TerrorBull Games
- Founded: October 2005; 19 years ago
- Founders: Andrew Sheerin; Andy Tompkins;
- Headquarters: Cambridge, United Kingdom
- Website: www.terrorbull.co.uk

= TerrorBull Games =

TerrorBull Games is an independent games studio based in Cambridge, UK. TerrorBull Games was founded in October 2005 by Andrew Sheerin and Andy Tompkins in order to self-publish their first board game, War on Terror. According to their own blog, TerrorBull approached several existing publishers with the game and found themselves "laughed out of the room". Starting their own game design and publishing company appeared to be the only path Sheerin and Tompkins could take.

==Releases==

War on Terror, the boardgame (2006)

TerrorBull Games' mission statement says it intends to "grapple with the nasty things in life through the medium of the board game". Indeed, their first release, War on Terror, generated a large amount of controversy and opposition, with several UK Members of Parliament offering their (negative) opinion at the time. Opponents claimed that a board game is not a suitable platform for dealing with such issues.

Crunch, the game for utter bankers (2009)

Released in 2009, Crunch is a card game based on the credit crunch in which you play as the CEO of a bank. The aim is not to have the richest bank, but to have the biggest retirement fund. This is achieved by embezzling (hiding assets), or by playing bonus or event cards.
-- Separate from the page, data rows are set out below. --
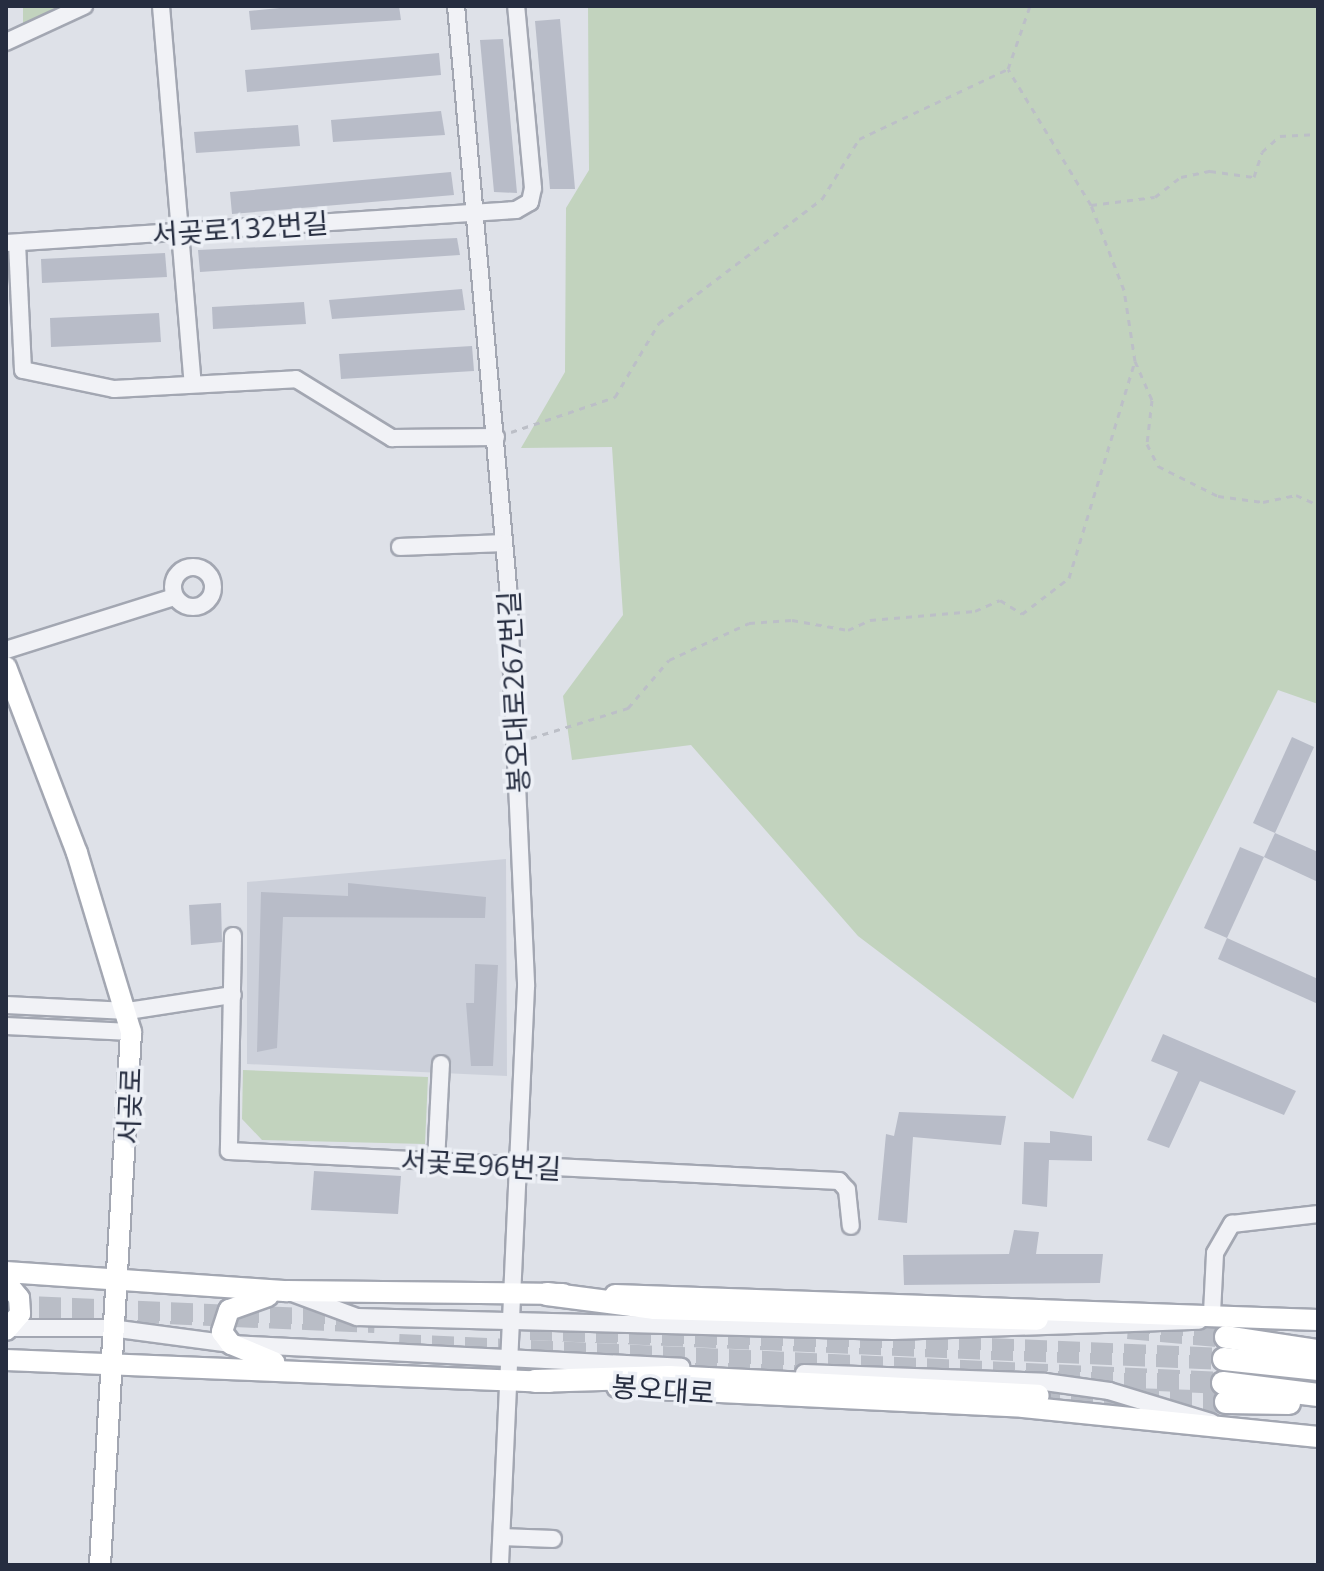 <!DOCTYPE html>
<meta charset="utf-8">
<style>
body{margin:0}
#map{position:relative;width:1324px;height:1571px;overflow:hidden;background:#dee1e8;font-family:"Open Sans","Noto Sans KR",sans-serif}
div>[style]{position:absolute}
.built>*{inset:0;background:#ccd0da}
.green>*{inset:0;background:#c2d3be}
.building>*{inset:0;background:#b8bcc8}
.highway-tunnel>*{height:22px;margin-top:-11px;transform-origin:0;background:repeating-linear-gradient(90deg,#b9bdc6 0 22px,transparent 0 33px)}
.path>*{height:3px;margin-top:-1.5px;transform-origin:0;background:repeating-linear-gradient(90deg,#bcbfc7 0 6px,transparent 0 12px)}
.roads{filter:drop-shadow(2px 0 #a3a7b2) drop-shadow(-2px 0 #a3a7b2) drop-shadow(0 2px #a3a7b2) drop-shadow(0 -2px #a3a7b2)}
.minor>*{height:16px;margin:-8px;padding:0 8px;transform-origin:8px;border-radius:8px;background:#f1f2f6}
.minor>.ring{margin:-8px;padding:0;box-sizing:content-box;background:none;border:16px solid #f1f2f6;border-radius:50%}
.major>*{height:20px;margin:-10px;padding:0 10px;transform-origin:10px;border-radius:10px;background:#fff}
.highway>*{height:22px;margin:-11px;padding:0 11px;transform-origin:11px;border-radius:11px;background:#fff}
span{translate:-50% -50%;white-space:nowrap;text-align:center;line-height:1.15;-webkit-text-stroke:7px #edf0f6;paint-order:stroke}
.street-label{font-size:28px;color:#262d40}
.frame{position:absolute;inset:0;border:8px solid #262d40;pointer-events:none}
</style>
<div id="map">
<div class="built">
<div style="clip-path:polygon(506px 859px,507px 1076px,247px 1064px,247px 882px)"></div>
</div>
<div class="green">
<div style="clip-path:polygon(23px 6px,72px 6px,23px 27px)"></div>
<div style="clip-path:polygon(588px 6px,1318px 6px,1318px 704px,1278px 690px,1073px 1099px,858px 936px,691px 745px,572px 760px,563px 696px,623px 615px,612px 447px,521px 448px,565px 372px,566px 208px,589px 170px)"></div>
<div style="clip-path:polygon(243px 1070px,428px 1077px,425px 1144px,262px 1140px,242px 1119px)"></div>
</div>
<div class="building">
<div style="clip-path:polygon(300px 6px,399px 6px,401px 20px,251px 30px,249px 11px)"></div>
<div style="clip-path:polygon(560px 19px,575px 189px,550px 189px,535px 21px)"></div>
<div style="clip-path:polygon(503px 39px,517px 193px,494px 192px,480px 40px)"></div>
<div style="clip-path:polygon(439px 53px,441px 75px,247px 92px,245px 70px)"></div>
<div style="clip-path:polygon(441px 111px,445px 135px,333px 142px,331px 120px)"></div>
<div style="clip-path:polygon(298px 125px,300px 146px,196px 153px,194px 132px)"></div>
<div style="clip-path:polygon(451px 172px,454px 195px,232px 214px,230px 192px)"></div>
<div style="clip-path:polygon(457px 238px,460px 255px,200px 272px,198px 250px)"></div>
<div style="clip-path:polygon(165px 253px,167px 277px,42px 283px,41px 259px)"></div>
<div style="clip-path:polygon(462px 289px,465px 310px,332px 319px,329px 300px)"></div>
<div style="clip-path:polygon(304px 302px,306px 324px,213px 329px,212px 307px)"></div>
<div style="clip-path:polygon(159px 313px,161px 342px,51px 347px,50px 318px)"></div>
<div style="clip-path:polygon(472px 346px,474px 371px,341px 379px,339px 354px)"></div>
<div style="clip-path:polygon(1292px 737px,1314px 747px,1275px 833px,1253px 823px)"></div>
<div style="clip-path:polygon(1275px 833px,1318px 852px,1318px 882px,1264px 857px)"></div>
<div style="clip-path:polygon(1240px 847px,1264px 857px,1227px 938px,1204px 928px)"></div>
<div style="clip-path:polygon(348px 883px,486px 897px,485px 918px,283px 917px,277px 1048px,257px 1052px,261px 892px,348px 896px)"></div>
<div style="clip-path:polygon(221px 903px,222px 942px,191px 945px,189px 905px)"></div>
<div style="clip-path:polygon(1227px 938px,1318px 979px,1318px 1004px,1218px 959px)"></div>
<div style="clip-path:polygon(475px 964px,498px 965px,493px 1066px,471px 1066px,466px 1003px,474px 1003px)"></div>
<div style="clip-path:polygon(1163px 1034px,1296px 1091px,1284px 1115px,1200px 1081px,1169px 1148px,1147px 1140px,1178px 1072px,1151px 1061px)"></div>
<div style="clip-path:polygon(899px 1112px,1006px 1116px,1001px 1145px,913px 1137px,907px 1223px,878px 1220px,886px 1134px,894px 1136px)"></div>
<div style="clip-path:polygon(1050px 1131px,1092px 1136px,1092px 1161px,1049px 1160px,1047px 1207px,1022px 1204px,1024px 1142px,1050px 1143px)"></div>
<div style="clip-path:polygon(314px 1171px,401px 1176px,398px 1214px,311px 1210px)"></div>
<div style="clip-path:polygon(1014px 1230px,1039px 1232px,1036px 1254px,1103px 1254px,1100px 1283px,904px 1285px,903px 1255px,1009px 1254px)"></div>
</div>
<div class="highway-tunnel">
<div style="left:6px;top:1306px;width:369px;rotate:2.5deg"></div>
<div style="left:1128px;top:1328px;width:98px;rotate:5.2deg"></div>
<div style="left:530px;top:1329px;width:695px;rotate:2.48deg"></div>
<div style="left:399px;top:1345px;width:825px;rotate:2.64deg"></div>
<div style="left:1038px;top:1396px;width:188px;rotate:1.8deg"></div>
</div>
<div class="path">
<div style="left:1091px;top:205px;width:64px;rotate:-7.1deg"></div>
<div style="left:1155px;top:197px;width:33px;rotate:-38deg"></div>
<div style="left:1181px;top:177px;width:30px;rotate:-12deg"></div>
<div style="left:1210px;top:171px;width:44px;rotate:7.8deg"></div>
<div style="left:1254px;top:177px;width:26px;rotate:-72deg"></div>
<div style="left:1262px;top:152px;width:24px;rotate:-42deg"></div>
<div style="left:1280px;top:136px;width:38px;rotate:-3deg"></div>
<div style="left:1135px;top:361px;width:43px;rotate:66.4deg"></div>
<div style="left:1152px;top:400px;width:44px;rotate:96.5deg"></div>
<div style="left:1147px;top:444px;width:25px;rotate:63deg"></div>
<div style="left:1158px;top:466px;width:67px;rotate:26.6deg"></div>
<div style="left:1218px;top:496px;width:45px;rotate:7.6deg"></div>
<div style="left:1263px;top:502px;width:34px;rotate:-12deg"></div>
<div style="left:1296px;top:495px;width:24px;rotate:24deg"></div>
<div style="left:511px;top:432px;width:110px;rotate:-18.6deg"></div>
<div style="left:615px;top:397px;width:86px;rotate:-59.3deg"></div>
<div style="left:659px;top:323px;width:205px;rotate:-37.3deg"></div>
<div style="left:822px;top:199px;width:70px;rotate:-58.3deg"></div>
<div style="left:859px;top:139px;width:165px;rotate:-25.2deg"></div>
<div style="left:531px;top:738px;width:102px;rotate:-17.2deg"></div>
<div style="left:628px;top:708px;width:63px;rotate:-49.5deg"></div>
<div style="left:669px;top:660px;width:88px;rotate:-24.8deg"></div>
<div style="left:749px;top:623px;width:43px;rotate:-4deg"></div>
<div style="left:792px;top:620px;width:57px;rotate:10.1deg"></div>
<div style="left:848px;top:630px;width:24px;rotate:-24deg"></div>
<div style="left:870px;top:620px;width:105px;rotate:-4.9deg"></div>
<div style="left:975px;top:611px;width:27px;rotate:-24deg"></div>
<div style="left:1000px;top:600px;width:26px;rotate:32deg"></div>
<div style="left:1022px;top:614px;width:59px;rotate:-37.5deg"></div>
<div style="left:1069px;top:578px;width:227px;rotate:-73.1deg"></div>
<div style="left:1135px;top:361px;width:72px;rotate:-98.8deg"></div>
<div style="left:1124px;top:290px;width:91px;rotate:-111.2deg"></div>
<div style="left:1091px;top:205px;width:159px;rotate:-121.4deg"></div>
<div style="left:1008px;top:69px;width:67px;rotate:-70.8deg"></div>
</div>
<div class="roads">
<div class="minor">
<div style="left:161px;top:6px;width:379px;rotate:85.2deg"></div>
<div style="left:456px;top:6px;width:582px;rotate:84.88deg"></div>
<div style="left:508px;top:586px;width:401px;rotate:87.4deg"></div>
<div style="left:526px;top:987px;width:579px;rotate:92.58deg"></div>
<div style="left:6px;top:42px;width:86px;rotate:-24.8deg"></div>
<div style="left:6px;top:243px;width:511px;rotate:-3.7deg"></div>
<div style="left:516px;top:210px;width:16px;rotate:-30deg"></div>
<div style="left:530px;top:202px;width:14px;rotate:-78deg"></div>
<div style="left:533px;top:188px;width:183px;rotate:-95.3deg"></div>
<div style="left:17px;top:243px;width:127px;rotate:87.3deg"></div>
<div style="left:23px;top:370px;width:93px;rotate:11.8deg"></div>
<div style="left:114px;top:389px;width:182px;rotate:-3.1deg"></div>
<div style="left:296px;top:379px;width:113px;rotate:31.6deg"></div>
<div style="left:392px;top:438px;width:104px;rotate:-0.6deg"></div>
<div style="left:400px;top:547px;width:104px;rotate:-2.2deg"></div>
<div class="ring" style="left:173px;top:567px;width:24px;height:24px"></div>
<div style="left:6px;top:650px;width:176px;rotate:-17.5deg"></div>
<div style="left:233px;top:936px;width:215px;rotate:91.1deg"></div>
<div style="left:229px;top:1151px;width:611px;rotate:2.82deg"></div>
<div style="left:839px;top:1181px;width:12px;rotate:48deg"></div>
<div style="left:847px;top:1190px;width:36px;rotate:84deg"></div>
<div style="left:6px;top:1005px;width:122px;rotate:2.8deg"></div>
<div style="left:128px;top:1011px;width:106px;rotate:-8.7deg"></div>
<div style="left:6px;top:1026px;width:125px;rotate:2.7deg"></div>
<div style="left:436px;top:1162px;width:98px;rotate:-87.1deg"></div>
<div style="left:295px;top:1294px;width:66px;rotate:20.4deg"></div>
<div style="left:357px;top:1317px;width:536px;rotate:1.5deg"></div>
<div style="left:893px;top:1331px;width:306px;rotate:-1.9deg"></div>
<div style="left:1212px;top:1313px;width:60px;rotate:-87.1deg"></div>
<div style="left:1215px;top:1253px;width:34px;rotate:-60deg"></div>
<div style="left:1232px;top:1224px;width:87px;rotate:-6.6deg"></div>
<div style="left:12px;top:1328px;width:99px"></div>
<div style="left:111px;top:1328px;width:121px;rotate:7.6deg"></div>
<div style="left:231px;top:1344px;width:451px;rotate:2.9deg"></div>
<div style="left:804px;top:1373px;width:241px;rotate:2.1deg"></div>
<div style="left:1045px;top:1382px;width:65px;rotate:8deg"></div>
<div style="left:1109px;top:1391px;width:107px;rotate:16.9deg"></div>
<div style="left:502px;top:1537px;width:51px;rotate:2.2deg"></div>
</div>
<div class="major">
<div style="left:6px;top:667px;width:199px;rotate:69.1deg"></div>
<div style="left:77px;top:853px;width:187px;rotate:73.2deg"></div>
<div style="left:131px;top:1032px;width:534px;rotate:93.33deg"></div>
<div style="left:6px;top:1272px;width:282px;rotate:3.9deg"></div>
<div style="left:287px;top:1291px;width:276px;rotate:0.6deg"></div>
<div style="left:6px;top:1282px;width:21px;rotate:51deg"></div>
<div style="left:19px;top:1298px;width:16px;rotate:86deg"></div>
<div style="left:20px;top:1314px;width:21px;rotate:131deg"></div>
<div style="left:615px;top:1295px;width:703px;rotate:2.04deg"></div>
<div style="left:268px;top:1296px;width:41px;rotate:160.3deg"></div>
<div style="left:229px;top:1310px;width:23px;rotate:108deg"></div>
<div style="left:222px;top:1332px;width:15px;rotate:53deg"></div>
<div style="left:231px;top:1344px;width:47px;rotate:22.7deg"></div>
<div style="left:6px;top:1360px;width:544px;rotate:2.32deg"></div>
<div style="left:617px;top:1387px;width:406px;rotate:2.8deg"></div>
<div style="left:1023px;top:1407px;width:297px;rotate:5.8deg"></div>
</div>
<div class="highway">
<div style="left:547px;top:1294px;width:109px;rotate:7.4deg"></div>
<div style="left:655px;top:1308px;width:382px;rotate:1.6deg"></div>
<div style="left:1226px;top:1337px;width:93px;rotate:8.7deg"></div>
<div style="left:1224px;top:1359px;width:95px;rotate:6.1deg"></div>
<div style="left:535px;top:1381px;width:134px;rotate:-1.7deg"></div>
<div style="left:669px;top:1377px;width:369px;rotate:2.9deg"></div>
<div style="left:1223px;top:1383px;width:96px;rotate:7.2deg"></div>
<div style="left:1226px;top:1402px;width:63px;rotate:0.9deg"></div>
</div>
</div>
<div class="street-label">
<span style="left:240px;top:228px;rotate:-4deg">서곶로132번길</span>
<span style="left:513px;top:692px;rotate:-93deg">봉오대로267번길</span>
<span style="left:129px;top:1106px;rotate:-88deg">서곶로</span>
<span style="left:481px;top:1164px;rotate:3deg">서곷로96번길</span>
<span style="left:663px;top:1389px;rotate:4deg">봉오대로</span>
</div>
<div class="frame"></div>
</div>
The Hen Commandments (2015)

Released with the help of a successful Kickstarter campaign, The Hen Commandments is a linguistic party game for 3-8 players (although the publishers claim they have played with entire classrooms) in which players work collaboratively to create a new religion based on the worship of a holy chicken who issues the eponymous commandments through a series of card decks containing words and phrases that fit together to make a dynamically-generated commandment. These commandments are always grammatically correct, though often absurd and inappropriate in content. The core game mechanic lies in players arguing over the true meaning behind these nonsensical proclamations.

==Games for Others==

TerrorBull Games is regularly commissioned by charities and educational establishments to create persuasive games in the form of campaign games, educational games, classroom simulations and event games. A list of clients on the publisher's website cites Greenpeace, Amnesty International, SOAS (School for Oriental and African Studies), CAFOD (Catholic Agency for Overseas Development), Headway and the BFI (British Film Institute)

==Cultural impact==
In the second part of Games Britannia, a three-part BBC documentary series on the history of games in Britain, aired in December 2009, TerrorBull Games were praised for their use of merging satire with gameplay. Presenter and historian, Benjamin Woolley, stated this was "unlike anything that had gone before" and suggested that TerrorBull Games could well be the future of the British board game industry, which has otherwise all but deteriorated.

In 2009, War on Terror was exhibited in the Berlin Kunstakademie as part of the Embedded Art exhibition.

TerrorBull's work can be found in the permanent collections of the following museums: The Imperial War Museum, The V&A Museum of Childhood, The Peace Museum (Bradford), The Bodleian Library (John Johnson collection of culturally valuable printed ephemera)

==Academic references==
TerrorBull's work is frequently referenced in academic papers and books, as well as forming part of various university syllabuses in the UK. Most notably among these references are perhaps those found in the publications of games ethicist, Miguel Sicart, who states in Play Matters that Metakettle is "one of the most interesting political games ever made" (p.74).